The problem with bubbles
For some time I have accepted that each of us is somehow trapped inside a (filter) bubble, an echo chamber that reflects over and over our own opinions. The same happens for everyone else and their opinions become as distorted and far from reality as ours. There is here a dangerous relativism, because, even if there are bubbles and echo cambers, some of them can still be mainly truthful representations of the world and others simply wrong.
This concept of bubbles is very useful as a caution. Firstly we always have to assume that we do not have a complete picture of a particular reality. Secondly, if we want to predict what others will do, we have to know if they are exposed to very different information than ourselves.
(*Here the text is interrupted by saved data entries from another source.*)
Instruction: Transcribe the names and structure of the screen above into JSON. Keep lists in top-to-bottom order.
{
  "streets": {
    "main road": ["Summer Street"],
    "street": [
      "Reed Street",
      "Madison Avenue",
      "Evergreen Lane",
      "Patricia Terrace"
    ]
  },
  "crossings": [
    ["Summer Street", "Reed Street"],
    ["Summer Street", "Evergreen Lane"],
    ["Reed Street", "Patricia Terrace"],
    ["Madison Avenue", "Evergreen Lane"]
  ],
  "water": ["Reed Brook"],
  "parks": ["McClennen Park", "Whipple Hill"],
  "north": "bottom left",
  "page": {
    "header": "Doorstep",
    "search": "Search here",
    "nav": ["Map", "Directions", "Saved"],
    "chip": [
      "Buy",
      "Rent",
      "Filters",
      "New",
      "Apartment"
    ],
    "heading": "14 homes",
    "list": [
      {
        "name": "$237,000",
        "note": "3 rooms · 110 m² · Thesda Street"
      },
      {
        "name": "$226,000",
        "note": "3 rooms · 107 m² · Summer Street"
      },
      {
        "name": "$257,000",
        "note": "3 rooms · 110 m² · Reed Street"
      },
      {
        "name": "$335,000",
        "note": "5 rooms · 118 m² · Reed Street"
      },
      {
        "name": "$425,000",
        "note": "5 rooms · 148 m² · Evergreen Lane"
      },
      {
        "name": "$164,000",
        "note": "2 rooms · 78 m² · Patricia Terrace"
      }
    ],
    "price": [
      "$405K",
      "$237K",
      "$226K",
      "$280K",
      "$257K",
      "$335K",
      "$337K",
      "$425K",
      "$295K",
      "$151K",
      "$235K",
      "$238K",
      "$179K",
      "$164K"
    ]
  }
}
But we must not assume that all bubbles are equivalent. My main assumption is that there are individual echo chambers for conspiracy theories. For example anti-vaxxers, flat-earthers or Qanon(s) get their information mostly from like-minded individuals. I also know that people with certain populist political orientations have no exposure to competing views. We know their ideas and arguments, and we know that they are wrong. I might be in a bubble, but there can be such thing as a “truthful” echo (chamber).
A critical view of our own assumptions is essential. But after identifying and correcting our biases we have to defend our conclusions. There is always a way to frame a question such that the answer is binary, and if we are right then the competing view is wrong. One does not debate crime with a killer or earth sciences with a flat-earther. The same way you do not bend your world view for the sake of conspiracy theorists, you convince them (doubtful), treat them or even trick them.